Expert Session: EXP-4: Self-Supervised Learning: Training Targets and Loss Functions
Zheng-Hua Tan, Aalborg University, Denmark
-
SPS
IEEE Members: $11.00
Non-members: $15.00Length: 00:59:54
Humans learn much under supervision but even more without. Such will apply to machines. Self-supervised learning is paving the way by leveraging unlabeled data which is vastly available. In this emerging learning paradigm, deep representation models are trained by supervised learning with supervisory signals (i.e., training targets) derived automatically from unlabeled data itself. It is abundantly clear that such a learnt representation can be useful for a broad spectrum of downstream tasks.
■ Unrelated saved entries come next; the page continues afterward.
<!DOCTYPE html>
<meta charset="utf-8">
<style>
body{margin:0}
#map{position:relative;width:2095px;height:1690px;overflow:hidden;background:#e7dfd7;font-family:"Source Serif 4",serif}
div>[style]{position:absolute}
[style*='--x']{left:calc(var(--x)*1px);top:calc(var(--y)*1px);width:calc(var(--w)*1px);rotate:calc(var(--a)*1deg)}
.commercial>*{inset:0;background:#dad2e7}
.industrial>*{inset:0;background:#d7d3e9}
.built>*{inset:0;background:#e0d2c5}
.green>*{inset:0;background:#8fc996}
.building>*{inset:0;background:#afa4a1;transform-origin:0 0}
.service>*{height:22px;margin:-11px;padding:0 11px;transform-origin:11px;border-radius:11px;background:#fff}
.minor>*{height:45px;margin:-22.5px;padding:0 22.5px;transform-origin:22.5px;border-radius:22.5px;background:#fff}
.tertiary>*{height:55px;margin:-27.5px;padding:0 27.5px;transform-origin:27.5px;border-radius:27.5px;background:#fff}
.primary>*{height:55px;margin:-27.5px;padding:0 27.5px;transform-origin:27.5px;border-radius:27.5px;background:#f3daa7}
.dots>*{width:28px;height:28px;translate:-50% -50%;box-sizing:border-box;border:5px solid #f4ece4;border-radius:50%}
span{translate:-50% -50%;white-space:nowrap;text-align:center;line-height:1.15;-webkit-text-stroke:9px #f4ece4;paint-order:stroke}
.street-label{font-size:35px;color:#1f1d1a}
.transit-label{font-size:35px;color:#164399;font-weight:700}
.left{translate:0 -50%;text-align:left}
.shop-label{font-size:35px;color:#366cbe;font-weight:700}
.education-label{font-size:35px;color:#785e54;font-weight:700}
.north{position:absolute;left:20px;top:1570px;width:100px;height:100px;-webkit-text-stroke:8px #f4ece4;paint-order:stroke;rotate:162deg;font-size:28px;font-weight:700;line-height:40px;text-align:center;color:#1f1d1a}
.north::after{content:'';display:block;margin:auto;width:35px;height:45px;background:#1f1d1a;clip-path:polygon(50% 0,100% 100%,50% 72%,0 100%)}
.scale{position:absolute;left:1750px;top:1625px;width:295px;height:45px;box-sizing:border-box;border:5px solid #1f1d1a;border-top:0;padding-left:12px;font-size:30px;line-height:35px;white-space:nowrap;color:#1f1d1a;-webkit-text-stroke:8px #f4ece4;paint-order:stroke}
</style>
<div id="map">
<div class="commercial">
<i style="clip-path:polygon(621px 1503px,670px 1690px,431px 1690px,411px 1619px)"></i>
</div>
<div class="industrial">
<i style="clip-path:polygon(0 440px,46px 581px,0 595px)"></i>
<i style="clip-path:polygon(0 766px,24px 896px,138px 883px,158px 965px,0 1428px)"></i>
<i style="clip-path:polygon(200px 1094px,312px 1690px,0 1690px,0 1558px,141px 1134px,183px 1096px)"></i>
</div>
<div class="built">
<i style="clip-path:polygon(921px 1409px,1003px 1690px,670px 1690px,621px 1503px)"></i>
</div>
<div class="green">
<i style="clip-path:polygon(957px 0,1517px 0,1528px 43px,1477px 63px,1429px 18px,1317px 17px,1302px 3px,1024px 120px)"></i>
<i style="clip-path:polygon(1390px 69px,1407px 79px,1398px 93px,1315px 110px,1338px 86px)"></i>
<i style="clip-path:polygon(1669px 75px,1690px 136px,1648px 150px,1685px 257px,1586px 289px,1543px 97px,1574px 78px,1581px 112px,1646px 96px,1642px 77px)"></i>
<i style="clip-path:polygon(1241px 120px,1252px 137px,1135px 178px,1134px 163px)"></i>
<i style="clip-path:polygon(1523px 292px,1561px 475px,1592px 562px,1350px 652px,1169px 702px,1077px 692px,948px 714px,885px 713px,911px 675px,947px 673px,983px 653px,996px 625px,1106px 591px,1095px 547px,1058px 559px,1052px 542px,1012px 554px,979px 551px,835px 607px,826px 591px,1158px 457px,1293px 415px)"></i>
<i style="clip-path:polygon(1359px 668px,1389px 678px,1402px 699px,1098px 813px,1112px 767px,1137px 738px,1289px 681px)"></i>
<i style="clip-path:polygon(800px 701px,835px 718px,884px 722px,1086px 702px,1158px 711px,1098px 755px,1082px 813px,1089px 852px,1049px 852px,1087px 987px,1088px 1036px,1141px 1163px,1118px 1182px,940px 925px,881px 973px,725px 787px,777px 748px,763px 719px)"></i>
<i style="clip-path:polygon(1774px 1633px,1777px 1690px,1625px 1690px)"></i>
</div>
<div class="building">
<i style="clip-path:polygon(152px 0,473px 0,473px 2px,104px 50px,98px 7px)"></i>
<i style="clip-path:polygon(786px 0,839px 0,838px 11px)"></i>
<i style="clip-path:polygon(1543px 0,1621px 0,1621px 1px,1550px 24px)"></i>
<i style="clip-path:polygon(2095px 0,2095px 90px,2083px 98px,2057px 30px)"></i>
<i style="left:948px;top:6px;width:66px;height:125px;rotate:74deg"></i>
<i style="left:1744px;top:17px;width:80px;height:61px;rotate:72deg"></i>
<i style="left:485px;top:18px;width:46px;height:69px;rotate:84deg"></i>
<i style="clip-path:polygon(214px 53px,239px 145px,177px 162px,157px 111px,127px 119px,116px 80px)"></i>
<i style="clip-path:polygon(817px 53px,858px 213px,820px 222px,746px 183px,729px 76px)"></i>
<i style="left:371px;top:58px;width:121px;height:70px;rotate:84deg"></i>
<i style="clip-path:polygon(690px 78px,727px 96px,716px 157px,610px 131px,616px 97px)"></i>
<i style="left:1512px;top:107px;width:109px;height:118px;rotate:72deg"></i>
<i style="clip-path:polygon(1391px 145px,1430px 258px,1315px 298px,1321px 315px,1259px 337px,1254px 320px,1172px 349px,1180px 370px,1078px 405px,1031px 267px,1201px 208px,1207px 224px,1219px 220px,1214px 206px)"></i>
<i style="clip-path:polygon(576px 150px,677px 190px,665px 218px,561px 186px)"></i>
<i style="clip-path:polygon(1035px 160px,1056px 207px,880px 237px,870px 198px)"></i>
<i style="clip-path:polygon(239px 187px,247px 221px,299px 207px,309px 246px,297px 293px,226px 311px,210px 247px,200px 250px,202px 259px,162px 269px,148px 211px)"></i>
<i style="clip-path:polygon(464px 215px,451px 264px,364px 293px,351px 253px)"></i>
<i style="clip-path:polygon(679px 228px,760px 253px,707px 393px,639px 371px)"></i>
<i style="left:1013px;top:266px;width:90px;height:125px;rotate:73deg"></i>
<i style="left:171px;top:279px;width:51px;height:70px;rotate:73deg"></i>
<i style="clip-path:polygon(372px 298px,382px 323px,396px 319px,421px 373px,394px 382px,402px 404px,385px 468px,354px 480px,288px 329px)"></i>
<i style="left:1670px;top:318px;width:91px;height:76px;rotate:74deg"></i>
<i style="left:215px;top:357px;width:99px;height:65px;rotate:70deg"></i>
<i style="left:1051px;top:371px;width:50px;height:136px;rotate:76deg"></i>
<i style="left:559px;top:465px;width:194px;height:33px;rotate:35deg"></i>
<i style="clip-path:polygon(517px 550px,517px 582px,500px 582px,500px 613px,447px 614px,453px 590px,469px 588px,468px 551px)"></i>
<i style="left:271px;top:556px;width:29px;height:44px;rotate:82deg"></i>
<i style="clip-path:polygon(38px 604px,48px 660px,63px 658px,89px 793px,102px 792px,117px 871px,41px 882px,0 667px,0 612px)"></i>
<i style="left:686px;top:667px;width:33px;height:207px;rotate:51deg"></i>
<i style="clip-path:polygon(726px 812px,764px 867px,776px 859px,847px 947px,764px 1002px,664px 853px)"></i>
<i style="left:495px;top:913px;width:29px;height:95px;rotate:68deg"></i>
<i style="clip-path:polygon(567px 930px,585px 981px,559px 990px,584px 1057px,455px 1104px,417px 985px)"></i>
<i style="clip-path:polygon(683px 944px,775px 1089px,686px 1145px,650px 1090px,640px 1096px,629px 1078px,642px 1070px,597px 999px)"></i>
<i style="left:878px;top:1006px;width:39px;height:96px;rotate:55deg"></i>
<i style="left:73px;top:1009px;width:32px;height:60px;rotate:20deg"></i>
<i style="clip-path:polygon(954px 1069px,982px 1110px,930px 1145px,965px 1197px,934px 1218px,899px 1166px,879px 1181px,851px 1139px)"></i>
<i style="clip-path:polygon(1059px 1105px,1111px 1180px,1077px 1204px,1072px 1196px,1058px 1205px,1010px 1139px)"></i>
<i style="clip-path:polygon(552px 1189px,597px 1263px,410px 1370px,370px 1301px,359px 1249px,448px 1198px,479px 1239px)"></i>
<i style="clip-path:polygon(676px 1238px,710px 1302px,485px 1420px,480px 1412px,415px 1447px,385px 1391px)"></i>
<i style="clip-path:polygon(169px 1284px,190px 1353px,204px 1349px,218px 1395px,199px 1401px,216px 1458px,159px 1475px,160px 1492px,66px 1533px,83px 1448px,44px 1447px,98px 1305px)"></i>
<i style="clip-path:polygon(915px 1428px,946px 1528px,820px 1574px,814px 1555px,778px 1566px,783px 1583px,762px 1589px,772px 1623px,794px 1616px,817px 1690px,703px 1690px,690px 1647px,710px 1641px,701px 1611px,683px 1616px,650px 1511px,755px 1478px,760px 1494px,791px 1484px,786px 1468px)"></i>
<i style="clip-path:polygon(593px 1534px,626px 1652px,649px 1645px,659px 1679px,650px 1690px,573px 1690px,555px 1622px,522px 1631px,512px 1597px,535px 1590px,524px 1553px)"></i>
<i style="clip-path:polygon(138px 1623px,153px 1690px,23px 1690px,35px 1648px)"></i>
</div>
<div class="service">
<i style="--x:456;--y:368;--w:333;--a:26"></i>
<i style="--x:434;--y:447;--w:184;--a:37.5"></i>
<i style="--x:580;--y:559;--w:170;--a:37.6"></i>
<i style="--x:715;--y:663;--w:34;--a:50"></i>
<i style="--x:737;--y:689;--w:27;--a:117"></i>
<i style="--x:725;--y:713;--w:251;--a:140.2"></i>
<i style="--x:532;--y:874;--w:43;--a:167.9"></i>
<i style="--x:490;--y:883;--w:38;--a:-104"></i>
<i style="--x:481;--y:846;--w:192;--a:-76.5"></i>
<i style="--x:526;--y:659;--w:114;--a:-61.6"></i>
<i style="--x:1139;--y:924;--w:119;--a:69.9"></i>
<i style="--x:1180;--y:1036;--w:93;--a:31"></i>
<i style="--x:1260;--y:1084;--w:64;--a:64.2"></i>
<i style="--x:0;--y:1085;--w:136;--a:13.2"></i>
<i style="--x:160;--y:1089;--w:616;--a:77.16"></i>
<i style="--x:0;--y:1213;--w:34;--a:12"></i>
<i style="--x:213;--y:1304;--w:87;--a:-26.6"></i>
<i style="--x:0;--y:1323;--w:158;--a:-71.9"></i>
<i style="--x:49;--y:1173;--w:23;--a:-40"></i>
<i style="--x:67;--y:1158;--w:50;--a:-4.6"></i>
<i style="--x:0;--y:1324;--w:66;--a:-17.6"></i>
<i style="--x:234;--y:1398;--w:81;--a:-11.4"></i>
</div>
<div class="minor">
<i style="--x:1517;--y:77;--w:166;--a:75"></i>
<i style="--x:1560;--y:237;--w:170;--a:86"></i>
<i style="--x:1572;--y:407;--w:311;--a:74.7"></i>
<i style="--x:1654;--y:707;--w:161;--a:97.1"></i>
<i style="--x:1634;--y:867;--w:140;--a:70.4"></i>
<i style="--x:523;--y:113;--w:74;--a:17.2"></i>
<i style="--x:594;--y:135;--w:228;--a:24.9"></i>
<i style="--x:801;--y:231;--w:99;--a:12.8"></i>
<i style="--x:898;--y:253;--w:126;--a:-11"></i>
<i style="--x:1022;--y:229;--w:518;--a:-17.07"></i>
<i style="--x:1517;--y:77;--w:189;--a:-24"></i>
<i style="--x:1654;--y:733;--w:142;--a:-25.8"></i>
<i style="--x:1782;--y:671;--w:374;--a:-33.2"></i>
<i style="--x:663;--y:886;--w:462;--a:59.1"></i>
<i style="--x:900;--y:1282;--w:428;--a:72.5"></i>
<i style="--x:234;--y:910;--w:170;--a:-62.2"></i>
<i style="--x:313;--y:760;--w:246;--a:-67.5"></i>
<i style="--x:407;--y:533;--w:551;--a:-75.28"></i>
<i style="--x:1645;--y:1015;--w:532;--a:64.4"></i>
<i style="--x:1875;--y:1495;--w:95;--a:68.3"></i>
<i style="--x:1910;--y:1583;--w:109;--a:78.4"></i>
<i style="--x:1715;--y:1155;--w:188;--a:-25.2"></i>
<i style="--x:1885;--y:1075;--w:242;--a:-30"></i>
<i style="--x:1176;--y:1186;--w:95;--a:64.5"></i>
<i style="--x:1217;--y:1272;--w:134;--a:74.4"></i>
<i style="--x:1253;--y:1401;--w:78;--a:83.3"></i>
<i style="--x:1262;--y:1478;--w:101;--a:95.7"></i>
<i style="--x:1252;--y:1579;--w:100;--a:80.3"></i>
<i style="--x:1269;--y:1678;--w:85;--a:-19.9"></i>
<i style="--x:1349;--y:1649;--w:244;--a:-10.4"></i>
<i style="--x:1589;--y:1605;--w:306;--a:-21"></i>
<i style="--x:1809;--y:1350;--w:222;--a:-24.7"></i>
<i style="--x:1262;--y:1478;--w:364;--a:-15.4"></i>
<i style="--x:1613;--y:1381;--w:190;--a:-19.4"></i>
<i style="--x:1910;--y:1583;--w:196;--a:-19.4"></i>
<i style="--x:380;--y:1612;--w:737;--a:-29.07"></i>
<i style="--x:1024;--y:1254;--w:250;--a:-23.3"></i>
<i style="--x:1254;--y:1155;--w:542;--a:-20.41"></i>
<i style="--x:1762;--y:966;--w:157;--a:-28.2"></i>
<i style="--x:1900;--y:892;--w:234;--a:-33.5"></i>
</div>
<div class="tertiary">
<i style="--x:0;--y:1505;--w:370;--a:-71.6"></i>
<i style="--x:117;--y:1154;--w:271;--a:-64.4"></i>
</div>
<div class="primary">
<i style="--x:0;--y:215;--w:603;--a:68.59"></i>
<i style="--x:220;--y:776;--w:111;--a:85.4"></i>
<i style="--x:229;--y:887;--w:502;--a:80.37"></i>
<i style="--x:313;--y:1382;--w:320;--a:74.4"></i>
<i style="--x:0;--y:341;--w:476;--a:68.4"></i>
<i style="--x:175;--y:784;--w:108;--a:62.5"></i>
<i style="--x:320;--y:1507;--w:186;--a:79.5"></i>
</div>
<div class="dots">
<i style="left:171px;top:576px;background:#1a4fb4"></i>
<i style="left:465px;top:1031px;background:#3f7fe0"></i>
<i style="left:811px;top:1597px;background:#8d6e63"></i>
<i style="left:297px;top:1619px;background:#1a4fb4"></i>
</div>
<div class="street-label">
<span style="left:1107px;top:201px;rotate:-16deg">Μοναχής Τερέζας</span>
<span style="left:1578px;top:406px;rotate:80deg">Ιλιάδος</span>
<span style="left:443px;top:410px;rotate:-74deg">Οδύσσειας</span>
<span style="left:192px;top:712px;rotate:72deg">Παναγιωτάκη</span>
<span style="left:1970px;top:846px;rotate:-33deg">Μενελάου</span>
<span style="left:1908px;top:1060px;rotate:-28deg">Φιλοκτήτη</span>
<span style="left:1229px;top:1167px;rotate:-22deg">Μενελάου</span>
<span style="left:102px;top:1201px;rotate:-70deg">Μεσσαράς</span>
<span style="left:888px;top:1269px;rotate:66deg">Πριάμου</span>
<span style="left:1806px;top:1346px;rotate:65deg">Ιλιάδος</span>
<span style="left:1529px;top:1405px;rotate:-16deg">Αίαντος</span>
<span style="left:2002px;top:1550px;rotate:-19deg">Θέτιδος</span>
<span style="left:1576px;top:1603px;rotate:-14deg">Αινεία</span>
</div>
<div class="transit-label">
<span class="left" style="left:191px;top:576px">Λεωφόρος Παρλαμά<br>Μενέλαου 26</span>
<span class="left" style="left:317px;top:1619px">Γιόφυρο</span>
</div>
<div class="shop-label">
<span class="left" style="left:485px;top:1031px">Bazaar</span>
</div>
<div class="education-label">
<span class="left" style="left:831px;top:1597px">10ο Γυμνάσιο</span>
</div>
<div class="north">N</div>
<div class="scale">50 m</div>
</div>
As in supervised learning, key considerations in devising self-supervised learning methods include training targets and loss functions. The difference is that training targets for self-supervised learning are not pre-defined and greatly dependent on the choice of pretext tasks. This leads to a variety of novel training targets and their corresponding loss functions. This talk aims to provide an overview of training targets and loss functions developed in the domains of speech, vision and text. Further, we will discuss some open questions, e.g., transferability, and under-explored problems, e.g., learning across modalities. For example, the pretext tasks, and thus the training targets, can be drastically distant from the downstream tasks. This raises the questions like how transferrable the learnt representations are and how to choose training targets and representations.